Creating Quick Scrapers Using Xpather, Snoopy & PHP

I’ve been working on a bunch of review sites, and because of this I’ve had to gather some data from websites – mostly stuff that’s not included in the data feeds that I’m using and wanted to compliment my information with some additional specifications for my users to check out items this coming holiday season, with ease, and hopefully make them click happy for purchasing J

I started out reading a bunch of tutorials on using Curl and PHP to scrape and even built a little scraper that worked fucking awesome for the page I created it for, it had 21 regex’s, and used a bunch of curl lines to connect and grab the information I needed. I was so proud, so proud of this monstrosity. So, after testing it repeatedly on one page, I had it run through nearly 200 pages – guess what, I only got results from 2 pages because they were so different.

Fuck.

So, after spending about a day learning some regex’s, and testing out all this crazy stuff, it was pointless. I was on IRC venting my frustrations and Datarecall jumped in and told me about this awesome program called Xpather. It’s a plugin for firefox that lets you just simply right click any element on the page, and view the full xpath for an item.

I did learn that Firefox will automatically inject TBODY tags, so you may have to remove those for your scraper to work. Thought I should mention this incase you run into troubles like I did.

Anyway, so yeah, with this plugin and Firefox I was now armed with the tools needed to create a new scraper, that actually grabbed all the data from the pages I needed.

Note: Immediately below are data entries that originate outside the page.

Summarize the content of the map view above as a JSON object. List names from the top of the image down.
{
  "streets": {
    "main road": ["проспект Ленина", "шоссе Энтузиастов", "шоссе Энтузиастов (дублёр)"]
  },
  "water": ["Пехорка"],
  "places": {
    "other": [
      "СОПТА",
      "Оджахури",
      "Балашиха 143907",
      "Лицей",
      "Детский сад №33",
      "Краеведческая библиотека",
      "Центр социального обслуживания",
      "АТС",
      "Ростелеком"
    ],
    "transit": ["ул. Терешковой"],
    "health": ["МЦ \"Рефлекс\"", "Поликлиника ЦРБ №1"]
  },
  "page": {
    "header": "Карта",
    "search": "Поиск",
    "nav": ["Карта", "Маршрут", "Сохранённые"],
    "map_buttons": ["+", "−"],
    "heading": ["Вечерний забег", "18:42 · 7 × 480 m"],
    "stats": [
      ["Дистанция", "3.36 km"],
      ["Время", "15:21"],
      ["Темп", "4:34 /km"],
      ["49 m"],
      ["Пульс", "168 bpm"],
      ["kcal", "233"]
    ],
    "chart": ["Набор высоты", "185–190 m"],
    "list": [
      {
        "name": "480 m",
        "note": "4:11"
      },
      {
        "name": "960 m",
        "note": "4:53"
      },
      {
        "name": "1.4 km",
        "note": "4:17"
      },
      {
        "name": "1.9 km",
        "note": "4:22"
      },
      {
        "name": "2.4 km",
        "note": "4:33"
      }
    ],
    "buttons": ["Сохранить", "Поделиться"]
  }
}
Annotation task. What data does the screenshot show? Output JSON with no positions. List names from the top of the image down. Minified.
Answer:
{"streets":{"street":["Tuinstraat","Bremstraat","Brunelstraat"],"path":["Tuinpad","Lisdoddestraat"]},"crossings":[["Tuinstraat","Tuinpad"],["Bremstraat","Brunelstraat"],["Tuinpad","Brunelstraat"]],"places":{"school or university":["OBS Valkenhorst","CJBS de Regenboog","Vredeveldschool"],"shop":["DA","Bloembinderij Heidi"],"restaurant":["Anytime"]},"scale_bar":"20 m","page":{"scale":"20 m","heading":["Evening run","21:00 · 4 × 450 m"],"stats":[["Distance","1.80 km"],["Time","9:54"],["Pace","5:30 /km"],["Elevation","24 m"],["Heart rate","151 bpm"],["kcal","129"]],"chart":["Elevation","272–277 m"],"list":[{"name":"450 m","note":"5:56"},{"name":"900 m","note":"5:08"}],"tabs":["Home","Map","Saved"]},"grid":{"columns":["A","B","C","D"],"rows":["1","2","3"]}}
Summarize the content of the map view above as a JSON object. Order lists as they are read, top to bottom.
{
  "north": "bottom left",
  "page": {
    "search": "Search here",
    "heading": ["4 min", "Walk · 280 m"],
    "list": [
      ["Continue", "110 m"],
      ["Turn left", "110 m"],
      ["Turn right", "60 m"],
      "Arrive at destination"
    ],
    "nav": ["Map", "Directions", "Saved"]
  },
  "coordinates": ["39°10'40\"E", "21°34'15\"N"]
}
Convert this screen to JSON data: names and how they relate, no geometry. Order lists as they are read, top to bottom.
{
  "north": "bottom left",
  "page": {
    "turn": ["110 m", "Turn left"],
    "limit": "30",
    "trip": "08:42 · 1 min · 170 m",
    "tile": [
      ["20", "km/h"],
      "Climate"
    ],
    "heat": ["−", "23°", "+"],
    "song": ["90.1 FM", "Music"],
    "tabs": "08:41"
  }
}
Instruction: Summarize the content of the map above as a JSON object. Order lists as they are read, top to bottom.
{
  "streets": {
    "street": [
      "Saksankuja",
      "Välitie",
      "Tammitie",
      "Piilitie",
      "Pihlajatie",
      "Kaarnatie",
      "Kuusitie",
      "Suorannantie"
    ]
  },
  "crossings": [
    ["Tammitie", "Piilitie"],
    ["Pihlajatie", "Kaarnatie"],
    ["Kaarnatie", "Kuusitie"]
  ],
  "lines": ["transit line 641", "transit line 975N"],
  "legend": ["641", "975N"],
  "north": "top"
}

I ended up using the Snoopy class from sourceforge to make the curl connections nice and easy, and simplify a lot of the base coding so I didn’t have to do it myself. If I had more time, maybe, but for now it’s quicker using something pre built and does the job. Remember, we’re trying to save time now and in the future right?

Anyway, so after grabbing snoopy and making sure it connected to the site I wanted, I created some basic code to get me started;

I opened a file called snooper.php and added the following to it;

<?php  
error_reporting(E_ERROR);// | E_WARNING | E_PARSE);  
include ('Snoopy.class.php');  
function convert_smart_quotes($string)

{  
$search = array(chr(194),chr(146),chr(147),chr(148),chr(151),chr(174)," ");  
$replace = array("","'",'"','"','-',' ',' ');  
return str_replace($search, $replace, $string);  
}

What this does is sets up the error reporting (when dealing with scraping, you might see a lot of errors, this tones it down a bit for us. You can always comment it out if you want to see all the errors for debugging or troubleshooting purposes).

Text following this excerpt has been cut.